= Work request =
How many lines within the records include the word "linecap"? Only that number should be given.

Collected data
• • • •
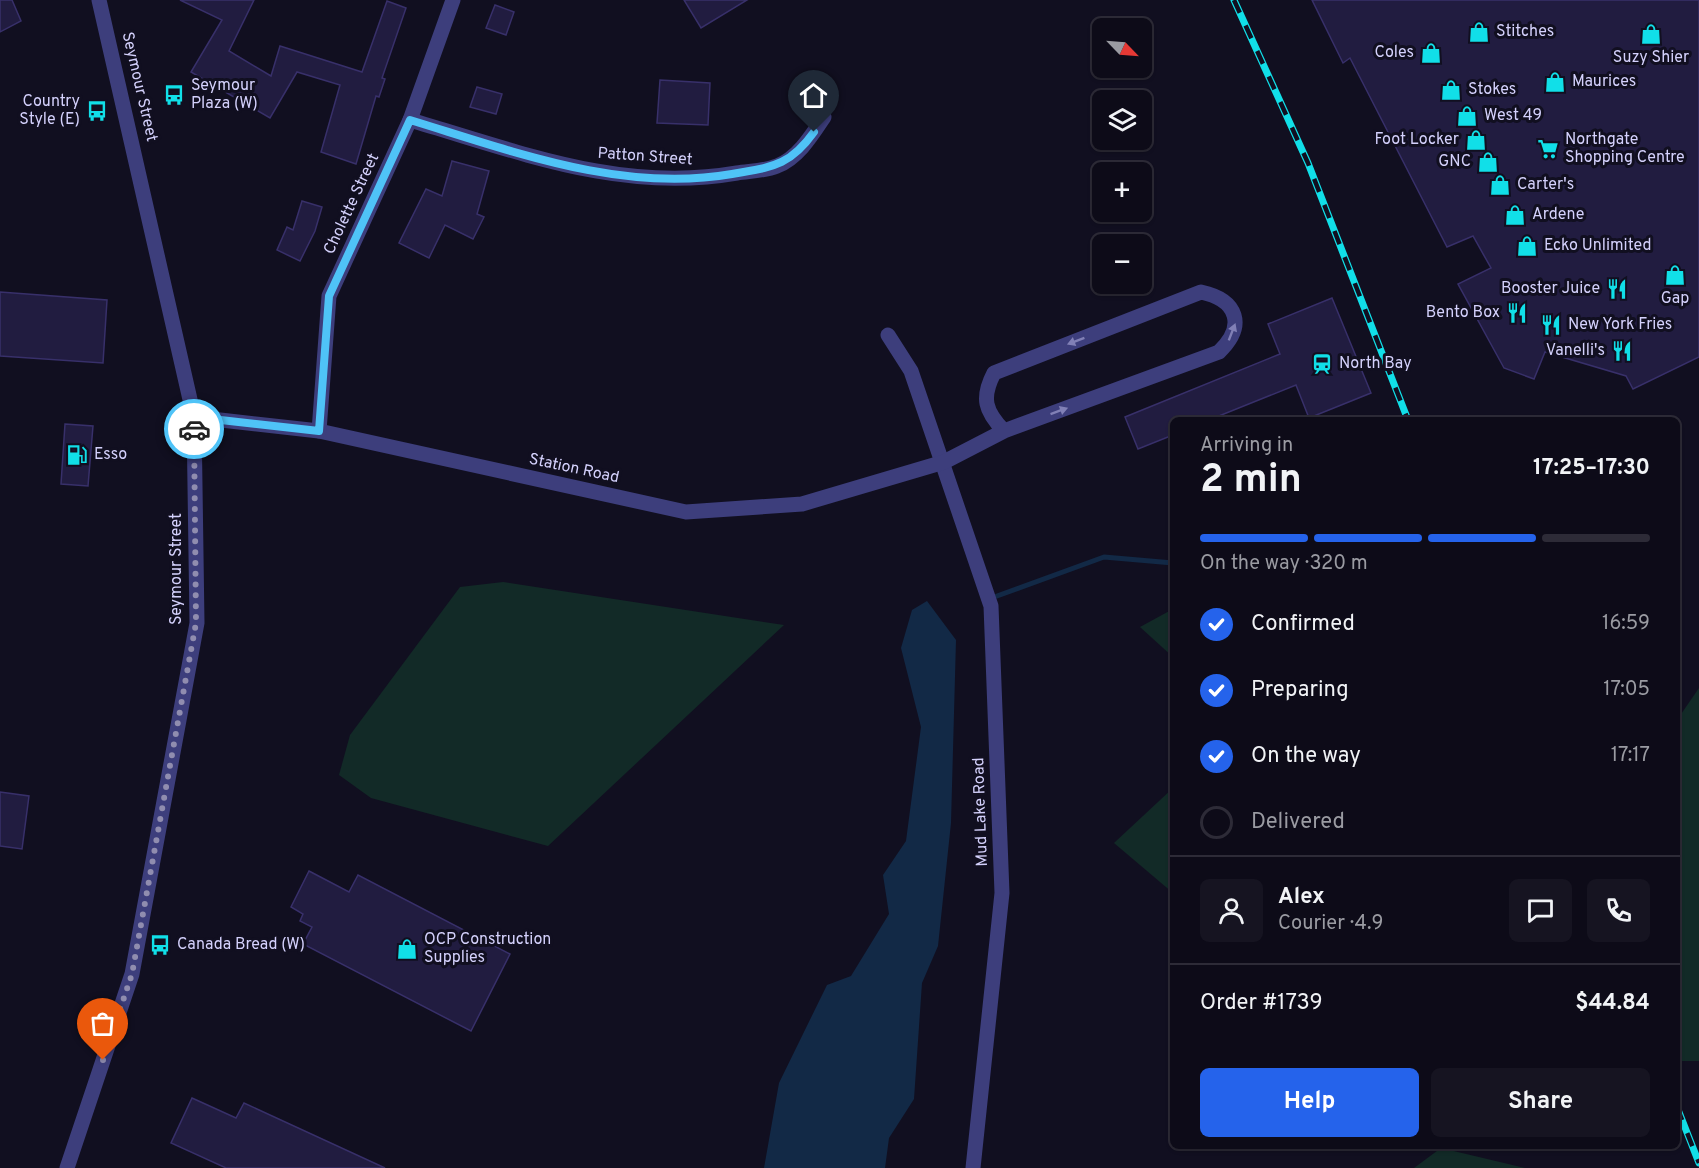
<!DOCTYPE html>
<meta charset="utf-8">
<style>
:root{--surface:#0d0b18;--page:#161421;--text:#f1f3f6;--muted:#9a9ba2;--line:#2d2b37;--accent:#2563eb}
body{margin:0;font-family:Overpass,sans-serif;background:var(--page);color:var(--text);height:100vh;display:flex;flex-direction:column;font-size:22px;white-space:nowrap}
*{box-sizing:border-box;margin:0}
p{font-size:20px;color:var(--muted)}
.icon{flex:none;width:33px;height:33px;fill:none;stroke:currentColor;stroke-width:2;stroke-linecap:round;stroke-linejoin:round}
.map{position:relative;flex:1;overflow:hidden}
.side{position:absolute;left:1170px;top:417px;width:510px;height:732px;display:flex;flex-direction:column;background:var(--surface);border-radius:9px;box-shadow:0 2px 4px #0004,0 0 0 2px var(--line)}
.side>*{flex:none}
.needle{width:39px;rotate:115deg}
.fabs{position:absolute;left:1092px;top:18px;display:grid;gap:12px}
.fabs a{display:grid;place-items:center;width:60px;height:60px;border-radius:9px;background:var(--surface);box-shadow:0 2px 4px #0004,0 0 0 2px var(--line);font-size:30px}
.pin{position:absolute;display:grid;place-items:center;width:51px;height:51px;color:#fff;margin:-62px -26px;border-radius:50% 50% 50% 0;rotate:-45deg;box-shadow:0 0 6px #0007}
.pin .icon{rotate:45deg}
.courier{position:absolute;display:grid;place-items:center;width:60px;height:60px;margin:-30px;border:4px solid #4fc3f7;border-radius:50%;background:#fff;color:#222;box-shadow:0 2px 8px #0007}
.head em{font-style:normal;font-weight:700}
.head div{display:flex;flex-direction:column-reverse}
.head{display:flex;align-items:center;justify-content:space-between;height:102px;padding:0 30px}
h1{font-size:39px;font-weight:700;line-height:45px}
.bar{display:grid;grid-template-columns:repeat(4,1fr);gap:9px 6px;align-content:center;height:72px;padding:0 30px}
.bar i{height:8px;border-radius:4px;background:var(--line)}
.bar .selected{background:var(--accent)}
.bar p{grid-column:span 4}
.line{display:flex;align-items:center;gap:15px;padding:0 30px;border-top:2px solid var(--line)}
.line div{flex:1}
.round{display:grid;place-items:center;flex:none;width:63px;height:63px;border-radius:9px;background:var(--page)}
ol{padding:0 30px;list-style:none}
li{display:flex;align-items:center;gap:18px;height:66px}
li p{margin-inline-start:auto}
li .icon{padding:6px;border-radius:50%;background:var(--accent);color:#fff;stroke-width:4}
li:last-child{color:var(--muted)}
li i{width:33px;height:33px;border:3px solid var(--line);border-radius:50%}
.action{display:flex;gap:12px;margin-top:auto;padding:12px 30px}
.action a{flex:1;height:69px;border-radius:9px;background:var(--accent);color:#fff;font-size:24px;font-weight:700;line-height:69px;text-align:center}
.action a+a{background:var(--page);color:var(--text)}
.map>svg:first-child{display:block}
.green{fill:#122a27}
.water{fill:#122946}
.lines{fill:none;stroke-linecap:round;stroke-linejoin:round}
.stream{stroke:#122946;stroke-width:5}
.building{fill:#211c40;stroke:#38306a;stroke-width:1.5}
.minor{stroke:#3d3e7c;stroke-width:15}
.rail-casing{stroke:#11dfe8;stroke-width:7}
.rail{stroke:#110f20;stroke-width:4.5;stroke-dasharray:14;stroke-linecap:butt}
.oneway{fill:#8180b6}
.done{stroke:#908daf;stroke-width:6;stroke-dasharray:0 10.8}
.route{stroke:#4fc3f7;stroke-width:8}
.labels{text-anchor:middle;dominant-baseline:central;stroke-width:6;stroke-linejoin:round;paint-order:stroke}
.poi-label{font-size:16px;fill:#d4d1fc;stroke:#110f20;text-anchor:start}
.street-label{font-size:16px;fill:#d4d1fc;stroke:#110f20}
</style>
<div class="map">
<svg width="1699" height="1168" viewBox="0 0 1699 1168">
<rect width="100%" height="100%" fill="#110f20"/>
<g class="green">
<path d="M503,582L784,625L548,846L371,798L339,775L350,735L460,587Z"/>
<path d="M1173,609V657L1140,627Z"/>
<path d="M1699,688V1061H1677V720Z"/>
<path d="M1173,788V893L1114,843Z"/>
<path d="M1441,1148L1525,1168H1414Z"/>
</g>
<path class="water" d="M927,601L956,640L951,823L938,946L922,983L914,1099L889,1138L885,1168H764L779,1083L827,985L851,976L889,914L883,875L906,841L921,727L901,648L912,610Z"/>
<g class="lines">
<path class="stream" d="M997,596L1104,557L1173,563"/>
</g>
<g class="building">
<path d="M0,0H12L21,21L0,32Z"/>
<path d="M180,0H254L229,51L271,76L280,46L362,72L387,1L406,8L382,78L385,79L379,97L376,96L356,164L321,152L340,85L297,72L270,118L191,72L222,20Z"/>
<path d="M684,0H747L701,28Z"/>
<path d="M1312,0H1699V357L1633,389L1626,376L1545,352L1534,379L1504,368L1458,284L1491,268L1473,236L1447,247L1350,58L1343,63Z"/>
<path d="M495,5L514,12L506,35L486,28Z"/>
<path d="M660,80L710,83L708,125L657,123Z"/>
<path d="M477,87L502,94L496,114L470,107Z"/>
<path d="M452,161L489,171L477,214L484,217L473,239L445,225L429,258L399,243L426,189L442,196Z"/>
<path d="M302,201L322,207L315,231L300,261L277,250L287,227L293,230Z"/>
<path d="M0,292L107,300L103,363L0,356Z"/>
<path d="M1332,298L1371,393L1309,418L1296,385L1209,420H1173V435L1138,449L1125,417L1280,354L1268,324Z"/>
<path d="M65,424L93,426L88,486L61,484Z"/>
<path d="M0,792L29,796L22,849L0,846Z"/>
<path d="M309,871L349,892L358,875L510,954L471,1031L303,944L312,927L300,921L303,914L291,907Z"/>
<path d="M192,1098L236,1118L244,1103L385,1168H226L171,1143Z"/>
</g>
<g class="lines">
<g class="minor">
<path d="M410,120C520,152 621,193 737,173C749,171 765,171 777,166C798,158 812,135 824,117"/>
<path d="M888,335L911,371L991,606L1002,893L973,1168"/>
<path d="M194,417L319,431L686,512L802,504L944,462L1004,431L1219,352C1246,326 1238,300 1201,292L994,373C981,398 985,411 1004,431"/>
<path d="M319,431L329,296L410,120L453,0"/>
<path d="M67,1168L132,974L197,623L194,417L99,0"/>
</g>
<g class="rail-casing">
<g id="rail">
<path d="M1234,0L1308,163L1408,420"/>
<path d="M1677,1107L1699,1163"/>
</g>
</g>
<use href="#rail" class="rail"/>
</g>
<defs><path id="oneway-solid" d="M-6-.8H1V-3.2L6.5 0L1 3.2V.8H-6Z" transform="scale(1.5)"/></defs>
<g class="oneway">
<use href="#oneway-solid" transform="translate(1232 332) rotate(-69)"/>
<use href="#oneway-solid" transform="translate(1076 341) rotate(159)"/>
<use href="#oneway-solid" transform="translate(1059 411) rotate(-20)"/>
</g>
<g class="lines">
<path class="done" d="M103,1060L132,974L196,623L194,429"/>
<path class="route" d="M194,429V417L319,431L329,296L410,120C515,152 622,193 732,174C771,167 789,167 814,132"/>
</g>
<defs>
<g id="shop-bare" transform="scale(1.62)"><path d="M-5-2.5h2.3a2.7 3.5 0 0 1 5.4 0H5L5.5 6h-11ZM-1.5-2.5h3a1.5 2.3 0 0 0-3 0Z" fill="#11dfe8" stroke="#110f20" stroke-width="2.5" paint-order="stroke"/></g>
<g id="bus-bare" transform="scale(1.62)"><path d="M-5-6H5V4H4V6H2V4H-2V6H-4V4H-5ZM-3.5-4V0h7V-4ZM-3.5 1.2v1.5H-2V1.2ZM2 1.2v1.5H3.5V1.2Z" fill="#11dfe8" stroke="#110f20" stroke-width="2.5" paint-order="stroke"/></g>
<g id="supermarket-bare" transform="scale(1.62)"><path d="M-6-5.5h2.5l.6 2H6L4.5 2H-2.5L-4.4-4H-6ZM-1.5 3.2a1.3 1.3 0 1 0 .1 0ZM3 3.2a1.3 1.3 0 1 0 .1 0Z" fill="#11dfe8" stroke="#110f20" stroke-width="2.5" paint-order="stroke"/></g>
<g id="restaurant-bare" transform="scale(1.62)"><path d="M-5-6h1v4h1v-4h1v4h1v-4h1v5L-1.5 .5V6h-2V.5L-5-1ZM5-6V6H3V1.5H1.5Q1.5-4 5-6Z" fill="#11dfe8" stroke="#110f20" stroke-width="2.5" paint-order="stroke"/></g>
<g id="station-bare" transform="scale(1.62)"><path d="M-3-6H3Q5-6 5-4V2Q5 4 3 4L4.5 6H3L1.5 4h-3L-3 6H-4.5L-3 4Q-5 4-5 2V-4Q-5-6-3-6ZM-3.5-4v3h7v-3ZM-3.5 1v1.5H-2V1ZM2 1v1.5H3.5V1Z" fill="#11dfe8" stroke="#110f20" stroke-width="2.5" paint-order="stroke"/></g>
<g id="fuel-bare" transform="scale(1.62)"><path d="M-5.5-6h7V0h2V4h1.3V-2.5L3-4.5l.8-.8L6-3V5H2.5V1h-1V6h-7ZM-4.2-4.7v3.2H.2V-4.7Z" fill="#11dfe8" stroke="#110f20" stroke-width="2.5" paint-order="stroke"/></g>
</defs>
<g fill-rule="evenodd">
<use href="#shop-bare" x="1479" y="32"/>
<use href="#shop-bare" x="1651" y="34"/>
<use href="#shop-bare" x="1431" y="53"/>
<use href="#shop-bare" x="1555" y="82"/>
<use href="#shop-bare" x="1451" y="90"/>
<use href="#bus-bare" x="174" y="95"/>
<use href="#bus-bare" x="97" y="111"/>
<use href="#shop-bare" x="1467" y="116"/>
<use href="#shop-bare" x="1476" y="140"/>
<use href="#supermarket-bare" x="1548" y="149"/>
<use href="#shop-bare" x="1488" y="162"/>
<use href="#shop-bare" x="1500" y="185"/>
<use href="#shop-bare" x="1515" y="215"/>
<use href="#shop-bare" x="1527" y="246"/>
<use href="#shop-bare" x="1675" y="275"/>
<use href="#restaurant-bare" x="1617" y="289"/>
<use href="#restaurant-bare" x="1517" y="313"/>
<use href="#restaurant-bare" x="1551" y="325"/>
<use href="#restaurant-bare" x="1622" y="351"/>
<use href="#station-bare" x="1322" y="364"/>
<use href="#fuel-bare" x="77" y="455"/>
<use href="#bus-bare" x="160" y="945"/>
<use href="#shop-bare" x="407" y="949"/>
</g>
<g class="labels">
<g class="poi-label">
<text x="1496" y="32">Stitches</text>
<text x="1414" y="53" text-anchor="end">Coles</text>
<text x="1651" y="58" text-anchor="middle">Suzy Shier</text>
<text x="1572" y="82">Maurices</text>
<text x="191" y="86">Seymour<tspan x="191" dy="18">Plaza (W)</tspan></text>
<text x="1468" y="90">Stokes</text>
<text x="80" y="102" text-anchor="end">Country<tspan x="80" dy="18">Style (E)</tspan></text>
<text x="1484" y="116">West 49</text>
<text x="1459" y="140" text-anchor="end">Foot Locker</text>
<text x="1565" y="140">Northgate<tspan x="1565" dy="18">Shopping Centre</tspan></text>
<text x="1471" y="162" text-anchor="end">GNC</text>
<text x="1517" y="185">Carter's</text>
<text x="1532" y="215">Ardene</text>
<text x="1544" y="246">Ecko Unlimited</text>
<text x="1600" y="289" text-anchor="end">Booster Juice</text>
<text x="1675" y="299" text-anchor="middle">Gap</text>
<text x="1500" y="313" text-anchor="end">Bento Box</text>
<text x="1568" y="325">New York Fries</text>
<text x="1605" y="351" text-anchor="end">Vanelli's</text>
<text x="1339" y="364">North Bay</text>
<text x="94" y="455">Esso</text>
<text x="424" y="940">OCP Construction<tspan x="424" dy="18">Supplies</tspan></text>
<text x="177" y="945">Canada Bread (W)</text>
</g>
<g class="street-label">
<text transform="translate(139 87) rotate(77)">Seymour Street</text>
<text transform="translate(645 157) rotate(4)">Patton Street</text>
<text transform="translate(352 204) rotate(-65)">Cholette Street</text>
<text transform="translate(574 469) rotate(12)">Station Road</text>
<text transform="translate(177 569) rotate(-90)">Seymour Street</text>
<text transform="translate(981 812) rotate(-92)">Mud Lake Road</text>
</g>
</g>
</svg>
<div class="fabs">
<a><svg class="needle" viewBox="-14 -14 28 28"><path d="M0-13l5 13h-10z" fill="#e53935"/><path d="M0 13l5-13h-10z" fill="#9a9ba2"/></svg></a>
<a><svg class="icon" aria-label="layers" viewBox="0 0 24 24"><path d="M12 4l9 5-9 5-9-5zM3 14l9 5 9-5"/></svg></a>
<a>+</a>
<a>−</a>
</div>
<div class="pin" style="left:103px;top:1060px;background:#ea580c"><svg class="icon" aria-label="bag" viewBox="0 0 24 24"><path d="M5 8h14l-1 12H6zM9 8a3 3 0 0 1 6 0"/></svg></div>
<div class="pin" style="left:814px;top:132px;background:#1f2937"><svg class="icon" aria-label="home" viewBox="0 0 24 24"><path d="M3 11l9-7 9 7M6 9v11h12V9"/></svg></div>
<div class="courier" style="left:194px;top:429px"><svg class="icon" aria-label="car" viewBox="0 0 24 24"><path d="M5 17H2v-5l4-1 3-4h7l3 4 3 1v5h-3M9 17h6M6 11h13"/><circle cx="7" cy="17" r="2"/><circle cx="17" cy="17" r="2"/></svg></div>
<section class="side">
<div class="head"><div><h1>2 min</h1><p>Arriving in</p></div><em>17:25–17:30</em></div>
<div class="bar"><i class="selected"></i><i class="selected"></i><i class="selected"></i><i></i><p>On the way · 320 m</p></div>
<ol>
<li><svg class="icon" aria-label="check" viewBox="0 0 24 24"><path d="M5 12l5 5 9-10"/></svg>Confirmed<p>16:59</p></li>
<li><svg class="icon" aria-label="check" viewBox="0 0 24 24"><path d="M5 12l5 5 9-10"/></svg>Preparing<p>17:05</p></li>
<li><svg class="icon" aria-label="check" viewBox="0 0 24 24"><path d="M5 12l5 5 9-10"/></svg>On the way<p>17:17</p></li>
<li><i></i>Delivered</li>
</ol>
<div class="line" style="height:108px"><a class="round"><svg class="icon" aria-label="person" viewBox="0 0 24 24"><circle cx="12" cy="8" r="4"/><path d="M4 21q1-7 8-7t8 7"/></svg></a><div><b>Alex</b><p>Courier · 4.9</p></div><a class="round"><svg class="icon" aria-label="chat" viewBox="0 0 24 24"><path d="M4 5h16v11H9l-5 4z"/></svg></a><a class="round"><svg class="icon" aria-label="phone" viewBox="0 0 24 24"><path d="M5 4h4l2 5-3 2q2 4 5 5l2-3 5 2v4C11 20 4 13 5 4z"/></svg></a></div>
<div class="line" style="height:78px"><div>Order #1739</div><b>$44.84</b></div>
<div class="action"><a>Help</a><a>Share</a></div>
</section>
</div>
• • • •
= Exercise result =
3